If re-elected the Tories will abolish Job Seekers Allowance for 18-21 year olds, unless conducting daily community work. These reforms will doubtlessly be derided by Tory opposition as a narrow-minded measure to engage young people with work. However, these planned reforms also highlight the lowly status community work is granted in our society, in which just 1 in 6 adults are currently engaged in community work.
Community work is seen as punishment
David Cameron’s speech, made in East Sussex last Tuesday, was quick to make the distinction between community work and ‘real’ work. By having “to do community work to receive those benefits” and “conduct daily community work as well as searching for work,” Cameron both de-values community work and drives a wedge between it and paid employment.
This mandatory community work is not pitched to young people as a valued task which will receive a set wage; rather a requisite punishment to afford the privilege of benefits.

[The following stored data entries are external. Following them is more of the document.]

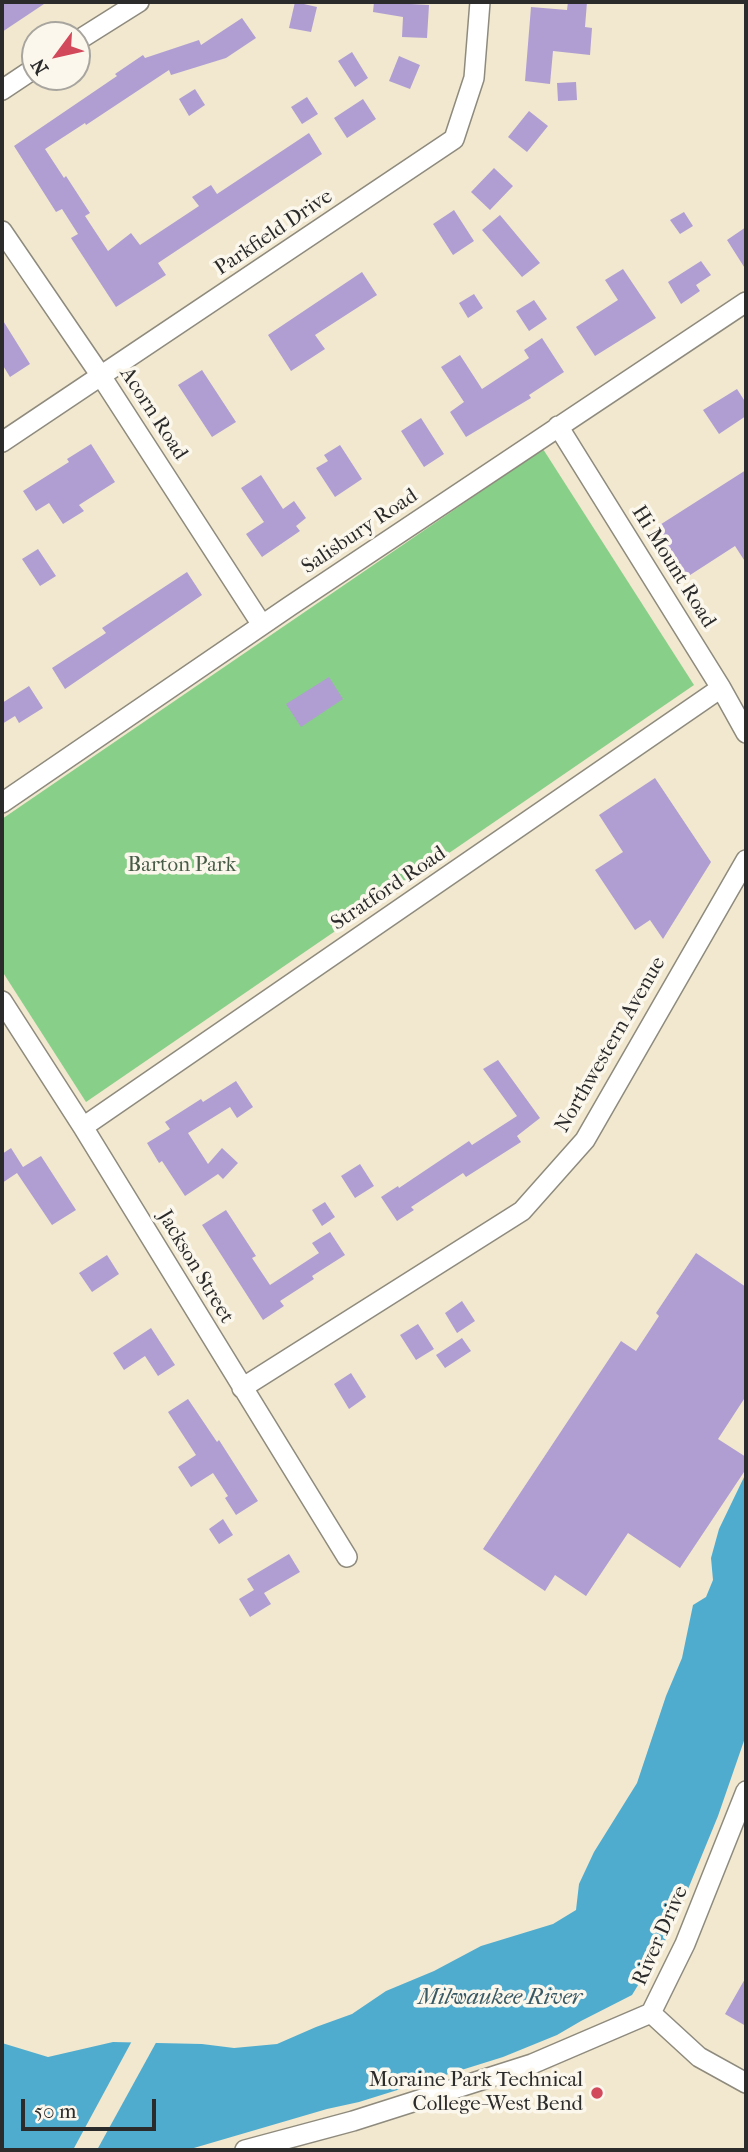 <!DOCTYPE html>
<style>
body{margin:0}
#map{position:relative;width:748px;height:2152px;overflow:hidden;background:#f1e8cf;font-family:"IM FELL French Canon",serif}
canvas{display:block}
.frame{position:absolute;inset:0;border:4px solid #2b2b2b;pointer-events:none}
.north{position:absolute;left:21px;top:21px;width:70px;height:70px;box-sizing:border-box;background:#fbf7ec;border:2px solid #a8a59f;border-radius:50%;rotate:237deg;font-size:19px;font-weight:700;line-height:28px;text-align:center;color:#2b2b2b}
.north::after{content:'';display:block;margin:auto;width:24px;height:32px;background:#d1495b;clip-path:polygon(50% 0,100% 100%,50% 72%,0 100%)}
.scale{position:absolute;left:21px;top:2099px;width:135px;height:32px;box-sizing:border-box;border:4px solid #2b2b2b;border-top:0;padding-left:9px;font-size:21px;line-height:24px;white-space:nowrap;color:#2b2b2b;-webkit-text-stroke:5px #fbf7ec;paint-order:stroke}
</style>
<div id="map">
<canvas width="748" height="2152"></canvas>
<div class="frame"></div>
<div class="north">N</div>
<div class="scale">50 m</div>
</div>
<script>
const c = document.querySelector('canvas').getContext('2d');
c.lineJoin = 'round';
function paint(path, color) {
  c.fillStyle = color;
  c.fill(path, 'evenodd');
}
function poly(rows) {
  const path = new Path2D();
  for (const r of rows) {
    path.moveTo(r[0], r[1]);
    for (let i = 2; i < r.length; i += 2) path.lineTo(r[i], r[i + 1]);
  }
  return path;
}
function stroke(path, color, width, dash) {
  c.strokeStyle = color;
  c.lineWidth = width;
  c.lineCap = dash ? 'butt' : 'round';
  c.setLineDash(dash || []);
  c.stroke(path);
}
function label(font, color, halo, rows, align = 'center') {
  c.font = font + ' "IM FELL French Canon",serif';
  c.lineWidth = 7;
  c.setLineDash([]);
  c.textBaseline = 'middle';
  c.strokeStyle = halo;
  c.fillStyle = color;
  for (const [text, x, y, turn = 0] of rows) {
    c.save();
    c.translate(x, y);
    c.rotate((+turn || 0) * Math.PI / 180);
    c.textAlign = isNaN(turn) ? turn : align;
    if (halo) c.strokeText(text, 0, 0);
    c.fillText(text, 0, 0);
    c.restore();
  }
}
paint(poly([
 [543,449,694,685,86,1102,2,971,2,819]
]), '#88cf89');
paint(poly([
 [746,1473,746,1735,718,1816,679,1911,665,1941,632,1995,581,2021,557,2035,503,2057,359,2102,327,2109,187,2150,2,2150,2,2043,48,2057,113,2042,202,2044,234,2048,277,2044,316,2027,352,2014,386,1991,434,1971,481,1946,553,1924,576,1910,579,1884,594,1852,637,1783,666,1696,682,1658,693,1605,706,1597,713,1580,711,1558,719,1529]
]), '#50acce');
paint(poly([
 [133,2039,158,2039,97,2150,73,2150]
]), '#f1e8cf');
paint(poly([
 [2,2,47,2,2,32],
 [295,2,317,7,311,32,289,28],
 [374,2,429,5,427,38,402,37,403,17,373,12],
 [568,2,587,2,585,27,592,28,590,55,553,51,550,84,525,81,531,7,567,10],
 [242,18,256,38,226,58,171,75,169,70,86,125,85,123,45,149,64,178,66,176,90,213,85,216,108,251,131,233,140,245,199,206,192,197,211,185,217,194,309,133,322,154,158,263,166,275,116,307,71,238,78,234,62,209,56,212,14,146,117,76,115,74,143,55,145,58,199,40,201,45],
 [352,52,368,78,355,87,338,61],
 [399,56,420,65,410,89,389,81],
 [576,82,577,100,558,101,557,83],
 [195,89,205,105,189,116,179,99],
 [307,97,318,114,302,124,291,107],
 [363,99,376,119,347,138,334,118],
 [529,111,548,126,527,152,508,137],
 [494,168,513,186,490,210,471,192],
 [454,210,474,241,453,255,433,224],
 [684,212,693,226,680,234,670,220],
 [500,215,540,263,522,277,482,230],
 [746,227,746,270,727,240],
 [701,261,711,275,696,285,700,291,681,304,668,282],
 [623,269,656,318,595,356,576,327,618,300,605,280],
 [362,272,377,295,315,335,325,349,291,371,268,335],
 [474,294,483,308,468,318,459,303],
 [534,300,547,319,529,331,516,311],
 [2,319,30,364,10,377,2,364],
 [542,338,564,372,529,395,531,398,466,437,450,412,464,402,441,367,460,355,482,389,529,358,524,350],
 [202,370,236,422,212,437,178,385],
 [737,389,746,403,746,416,719,434,703,410],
 [421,418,444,454,424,467,401,431],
 [91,444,115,482,79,505,84,511,63,524,49,503,36,511,23,491,69,462,67,459],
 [340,445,362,479,335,497,316,468,328,461,324,455],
 [746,470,746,563,735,546,687,577,655,528],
 [261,475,283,509,294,501,306,518,296,526,300,531,262,557,246,534,264,522,241,488],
 [38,549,56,576,40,586,22,559],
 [187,572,202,595,65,689,52,668,106,633,102,628],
 [329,677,343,699,301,727,286,704],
 [29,686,43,708,19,723,15,716,2,724,2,703],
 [655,778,711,862,663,939,650,920,635,930,595,870,623,852,599,815],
 [498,1060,540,1118,517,1136,521,1142,466,1177,463,1173,411,1207,414,1210,397,1221,381,1197,398,1186,399,1188,469,1141,472,1145,517,1116,483,1069],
 [236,1081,253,1107,237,1118,230,1107,188,1133,208,1164,222,1148,238,1163,223,1179,218,1174,185,1196,162,1161,159,1163,147,1143,170,1129,165,1122,201,1099,203,1102],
 [11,1148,23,1167,41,1156,76,1210,52,1225,17,1173,2,1183,2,1154],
 [360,1164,374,1186,355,1198,341,1176],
 [325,1202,335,1217,322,1226,312,1210],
 [226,1210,256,1256,252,1258,270,1285,319,1253,312,1243,330,1232,345,1255,312,1276,314,1279,280,1301,284,1306,263,1320,202,1225],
 [696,1253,746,1287,746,1396,718,1439,746,1457,746,1469,680,1568,628,1533,586,1596,555,1575,545,1591,483,1549,621,1341,636,1351,659,1316,656,1313],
 [107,1255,119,1274,92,1292,79,1273],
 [462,1301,475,1321,457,1333,445,1313],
 [418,1324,434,1349,416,1360,400,1335],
 [151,1328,175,1365,158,1376,145,1356,124,1370,113,1353],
 [462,1338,471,1351,445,1368,436,1355],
 [351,1373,366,1397,349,1409,334,1384],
 [188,1399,217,1442,219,1440,258,1501,236,1515,225,1498,228,1496,213,1473,191,1487,178,1467,196,1455,168,1412],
 [223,1519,233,1535,219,1544,209,1529],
 [289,1554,300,1572,264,1593,271,1604,250,1617,239,1599,254,1590,247,1579],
 [746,1977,746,2026,725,2014]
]), '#b09ed2');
const street = poly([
 [77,41,139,2],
 [2,90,35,68],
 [2,231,101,376,262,625],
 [558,426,721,688,746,733],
 [2,442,454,139,474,78,480,2],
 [2,803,290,606,746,302],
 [2,1001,83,1127,347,1557],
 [83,1127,721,688],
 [242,1388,522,1211,585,1140,746,860],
 [651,2013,699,2057,746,2083],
 [245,2150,353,2121,532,2064,651,2013,685,1944,746,1791]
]);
stroke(street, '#8e8a7d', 22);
stroke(street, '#fff', 19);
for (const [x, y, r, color] of [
 [597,2093,7,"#d1495b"]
]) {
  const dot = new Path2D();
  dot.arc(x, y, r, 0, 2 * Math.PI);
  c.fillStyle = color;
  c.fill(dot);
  stroke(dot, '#fbf7ec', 2.5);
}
label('21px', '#2b2b2b', '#fbf7ec', [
 ["Parkfield Drive",274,233,-34],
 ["Acorn Road",153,414,57],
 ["Salisbury Road",360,532,-34],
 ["Hi Mount Road",673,567,58],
 ["Stratford Road",389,889,-34],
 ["Northwestern Avenue",611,1045,-60],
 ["Jackson Street",195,1267,59],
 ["River Drive",661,1936,-66]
]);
label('21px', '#475c47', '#fbf7ec', [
 ["Barton Park",182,866]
]);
label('21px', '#2b2b2b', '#fbf7ec', [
 ["Moraine Park Technical",583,2081],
 ["College-West Bend",583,2105]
], 'right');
label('italic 23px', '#385864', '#fbf7ec', [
 ["Milwaukee River",500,1998]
]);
</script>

Even if Cameron is given the benefit of the doubt that Youth Allowance is a form of wage for community work, the low monetary value awarded, £57.35 for 30 hours work, indicates the value the Tories would assign to such work. This meagre sum, amounting to £1.91 an hour, is clearly what care of the elderly and the upkeep of local parks is worth in Cameron’s Britain.
The plight of community work is that it, wrongly, has few skills associated with it. Volunteering for non-profit organizations is typically more synonymous with ‘kindness’ rather than the possession of valued and transferable skills such as a high emotional intelligence and communication skills.
Cameron’s defence that his reforms will benefit young people preparing them for work only goes as far as teaching them ‘the order and discipline of showing up to work each day.’ Really? Is that all that the opportunity of community work can bestow on its participants, ‘order and discipline’? In reality, voluntary work helps develop a plethora of new skills that will enhance both personal and professional development.
Conversely, Cameron’s rhetoric downgrades community work to a punitive measure; even the notion of ‘mandatory community work’ evokes a thankless task that no sane individual would ever voluntarily subject themselves to.
The final nail in the Big Society’s coffin
By de-valuing community work to a £1.91 an hour skill, which unwilling teenagers must be coerced into, Cameron’s ideological ‘Big Society’ falls even further from grace than anyone thought possible. The Tories’ commitment to neo-liberal economic policy was always going to muscle out social enterprises, in which citizens will do what’s best for the community. A government that has enabled the amassing fortunes for the few while imposing austerity on the masses was unlikely to transform those masses into an army of bright-eyed volunteers, spending their Thursday evenings at care homes, and Saturday mornings at fundraisers for a local homeless shelter.
Given that contributions of voluntary and community work are excluded from GDP measurements, personal well-being and equality become non-existent factors in the way that success is measured in society. The denial of community work as adding value will inevitably exist while we continue along our path of neo-liberal orthodoxy, in which the amassing of private capital inhibits the progression of an equal and compassionate society.
The failure of the ‘Big Society’ has taught us that a ‘hands off’ approach will never adequately create the kind of society that Cameron proposed in 2010. Funding and exposure would just be a partial solution, but what is also needed is a paradigm shift away from measuring success in terms of individual wealth over social equality.
To achieve this, a whole new narrative is required which will have to start from the top down. Not until a government is elected that is committed to the redistribution of wealth and challenges neo-liberal norms, can the conditions be nurtured to fix our fractured society. In such an inclusive society, community work would be lauded for developing real life skills rather than Cameron’s ‘order and discipline.’
No longer would would community work be subjected onto the vulnerable in a coercive fashion, but readily performed and appreciated for the value it brings.